Jim Dodge, Republican candidate for state treasurer, can think of millions of reasons why taxpayers might not be willing to give lawmakers in Springfield the benefit of the doubt when it comes to anything tax related.
“Ordinarily, you might be open to anything that has the chance to bring jobs or tourism to the state, but with the way local government does its math you always have to be skeptical here in Illinois,” Dodge told the Prairie State Wire. “It’s clear to me that the policy makers here don’t do math, at least not well.”
The Chicago Sun-Times reports state officials have shelled out at least $420 million in state tax breaks to TV and film production companies over the last decade as part of a grand effort to attract a larger share of that market to Illinois.
Illinois State Treasurer Mike Frerichs
Approximately 1,817 companies have reaped the incentives, though what they did to earn the money remains a mystery. The Sun-Times reports lawmakers have never inspected the books of any of the companies involved in the program.
“That would be mind-boggling,” said Dodge, running against incumbent Mike Frerichs in November’s general election. “Especially, when you consider we’re talking gifting millions in benefits to an industry that typically doesn’t need a whole lot of tax breaks. I always say if you’re going to put taxpayer dollars into a project like this you better make sure they are getting something back in the deal.”

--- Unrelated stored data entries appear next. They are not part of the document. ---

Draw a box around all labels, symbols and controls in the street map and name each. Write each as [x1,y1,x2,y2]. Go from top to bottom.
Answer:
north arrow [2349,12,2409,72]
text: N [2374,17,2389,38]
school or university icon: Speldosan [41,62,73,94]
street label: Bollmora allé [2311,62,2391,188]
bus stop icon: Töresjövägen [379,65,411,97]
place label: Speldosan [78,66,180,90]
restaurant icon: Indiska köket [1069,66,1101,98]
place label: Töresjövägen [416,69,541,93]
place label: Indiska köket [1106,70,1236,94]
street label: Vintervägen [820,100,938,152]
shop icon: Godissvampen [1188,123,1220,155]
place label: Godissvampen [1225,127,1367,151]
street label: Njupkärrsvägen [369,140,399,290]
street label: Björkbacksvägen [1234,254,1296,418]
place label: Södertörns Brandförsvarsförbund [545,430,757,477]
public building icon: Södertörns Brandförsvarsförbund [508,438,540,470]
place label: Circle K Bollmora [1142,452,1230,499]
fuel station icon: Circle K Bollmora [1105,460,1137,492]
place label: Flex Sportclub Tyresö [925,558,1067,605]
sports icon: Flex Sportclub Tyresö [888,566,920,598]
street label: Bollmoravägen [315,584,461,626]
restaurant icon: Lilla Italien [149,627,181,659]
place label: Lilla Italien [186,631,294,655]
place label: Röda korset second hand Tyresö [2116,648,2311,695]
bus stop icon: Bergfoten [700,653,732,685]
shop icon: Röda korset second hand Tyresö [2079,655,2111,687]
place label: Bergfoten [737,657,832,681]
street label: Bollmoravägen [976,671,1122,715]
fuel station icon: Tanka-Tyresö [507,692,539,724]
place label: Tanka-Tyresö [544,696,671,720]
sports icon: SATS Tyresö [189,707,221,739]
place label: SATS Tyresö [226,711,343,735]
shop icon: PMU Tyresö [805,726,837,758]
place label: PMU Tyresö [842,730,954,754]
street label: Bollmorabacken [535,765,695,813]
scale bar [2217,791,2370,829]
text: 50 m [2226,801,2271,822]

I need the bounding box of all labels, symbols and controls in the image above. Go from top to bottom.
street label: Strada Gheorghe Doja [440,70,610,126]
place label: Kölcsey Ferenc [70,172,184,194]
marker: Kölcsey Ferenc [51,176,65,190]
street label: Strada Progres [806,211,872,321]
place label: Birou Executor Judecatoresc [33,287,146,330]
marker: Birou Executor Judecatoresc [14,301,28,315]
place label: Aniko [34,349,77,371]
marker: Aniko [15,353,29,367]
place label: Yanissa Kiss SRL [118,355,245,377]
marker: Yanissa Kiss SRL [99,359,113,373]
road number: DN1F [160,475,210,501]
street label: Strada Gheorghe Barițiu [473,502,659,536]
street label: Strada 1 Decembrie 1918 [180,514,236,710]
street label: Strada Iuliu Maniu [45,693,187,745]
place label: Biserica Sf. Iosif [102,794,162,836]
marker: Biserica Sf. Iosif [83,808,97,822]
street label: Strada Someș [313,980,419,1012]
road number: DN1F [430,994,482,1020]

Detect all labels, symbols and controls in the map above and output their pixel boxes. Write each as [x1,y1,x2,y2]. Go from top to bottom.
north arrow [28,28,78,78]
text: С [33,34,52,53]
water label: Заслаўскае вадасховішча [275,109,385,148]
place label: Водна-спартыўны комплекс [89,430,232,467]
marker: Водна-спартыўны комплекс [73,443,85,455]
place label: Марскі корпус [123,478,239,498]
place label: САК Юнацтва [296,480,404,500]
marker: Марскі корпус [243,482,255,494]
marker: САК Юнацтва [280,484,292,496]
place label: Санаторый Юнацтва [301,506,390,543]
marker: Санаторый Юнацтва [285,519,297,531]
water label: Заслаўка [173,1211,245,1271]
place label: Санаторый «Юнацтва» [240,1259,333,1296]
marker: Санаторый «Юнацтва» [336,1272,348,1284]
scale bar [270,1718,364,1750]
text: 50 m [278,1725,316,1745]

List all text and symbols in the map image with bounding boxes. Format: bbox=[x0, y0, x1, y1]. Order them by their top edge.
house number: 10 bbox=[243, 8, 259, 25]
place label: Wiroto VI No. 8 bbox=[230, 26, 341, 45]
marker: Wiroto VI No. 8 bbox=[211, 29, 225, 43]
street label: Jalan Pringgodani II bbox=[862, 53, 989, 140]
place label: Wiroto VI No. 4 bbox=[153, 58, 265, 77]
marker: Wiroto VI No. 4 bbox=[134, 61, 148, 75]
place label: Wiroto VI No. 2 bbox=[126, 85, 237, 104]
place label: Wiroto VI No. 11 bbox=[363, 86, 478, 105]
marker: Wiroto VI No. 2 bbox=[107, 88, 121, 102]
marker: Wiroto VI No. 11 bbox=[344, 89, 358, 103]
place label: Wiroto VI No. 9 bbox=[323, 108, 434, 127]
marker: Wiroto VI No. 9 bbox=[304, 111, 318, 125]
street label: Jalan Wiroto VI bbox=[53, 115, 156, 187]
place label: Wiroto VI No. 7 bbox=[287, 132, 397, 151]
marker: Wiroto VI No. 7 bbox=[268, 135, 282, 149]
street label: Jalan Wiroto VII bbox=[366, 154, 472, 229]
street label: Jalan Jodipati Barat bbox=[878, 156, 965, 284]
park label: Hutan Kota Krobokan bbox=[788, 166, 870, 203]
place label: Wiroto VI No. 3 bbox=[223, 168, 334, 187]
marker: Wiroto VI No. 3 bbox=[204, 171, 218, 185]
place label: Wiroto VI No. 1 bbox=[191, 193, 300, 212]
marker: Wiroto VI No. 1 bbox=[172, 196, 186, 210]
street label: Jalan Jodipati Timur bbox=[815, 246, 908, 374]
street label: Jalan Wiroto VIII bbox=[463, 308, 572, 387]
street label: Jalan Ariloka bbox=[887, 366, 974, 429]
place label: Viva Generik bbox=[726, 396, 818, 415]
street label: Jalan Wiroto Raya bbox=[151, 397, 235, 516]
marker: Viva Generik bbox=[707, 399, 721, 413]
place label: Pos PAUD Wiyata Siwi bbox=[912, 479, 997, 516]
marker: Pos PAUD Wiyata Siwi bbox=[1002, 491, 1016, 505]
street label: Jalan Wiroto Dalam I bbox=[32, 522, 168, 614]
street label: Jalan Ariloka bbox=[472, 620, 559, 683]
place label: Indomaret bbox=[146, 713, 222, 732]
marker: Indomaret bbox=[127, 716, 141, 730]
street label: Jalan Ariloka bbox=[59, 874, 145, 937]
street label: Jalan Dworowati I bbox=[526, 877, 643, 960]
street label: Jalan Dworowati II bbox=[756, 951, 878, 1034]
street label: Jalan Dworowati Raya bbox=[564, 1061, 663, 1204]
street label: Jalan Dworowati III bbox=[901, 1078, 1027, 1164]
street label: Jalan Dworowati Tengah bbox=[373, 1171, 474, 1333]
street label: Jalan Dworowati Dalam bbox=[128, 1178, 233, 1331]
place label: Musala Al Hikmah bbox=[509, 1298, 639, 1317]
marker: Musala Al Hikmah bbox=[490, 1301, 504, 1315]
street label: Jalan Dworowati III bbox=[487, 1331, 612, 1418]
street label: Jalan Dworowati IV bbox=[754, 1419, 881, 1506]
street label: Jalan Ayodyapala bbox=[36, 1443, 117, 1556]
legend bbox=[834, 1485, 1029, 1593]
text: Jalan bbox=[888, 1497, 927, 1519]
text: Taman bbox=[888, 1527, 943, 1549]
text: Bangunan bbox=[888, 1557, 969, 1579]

With Illinois being Illinois, Dodge said he isn’t surprised to hear about possible corruption tied to the program.
Federal prosecutors recently filed extortion charges against longtime Teamsters boss John T. Coli, alleging that he swindled at least $325,000 from Cinespace Chicago Film Studios co-founder Alex Pissios by threatening to stage work stoppages at the West Side studio where such productions as “Chicago Fire” and “Empire” are filmed, the Deadline Hollywood website states.
Coli and Pissios’ connection spans several years, with Coli introducing Pissios to several of the Democratic lawmakers who earmarked the $31 million in grants and tax breaks he used to construct Cinespace.
“It bothers me that Springfield would be seemingly going for the cool and glamorous project instead of something that more clearly is in the interest of the people,” Dodge said. “We should be worried about getting the basics right. Getting our financial house in order means investing in our workforce so that we’re able to attract more businesses and people back to the state.”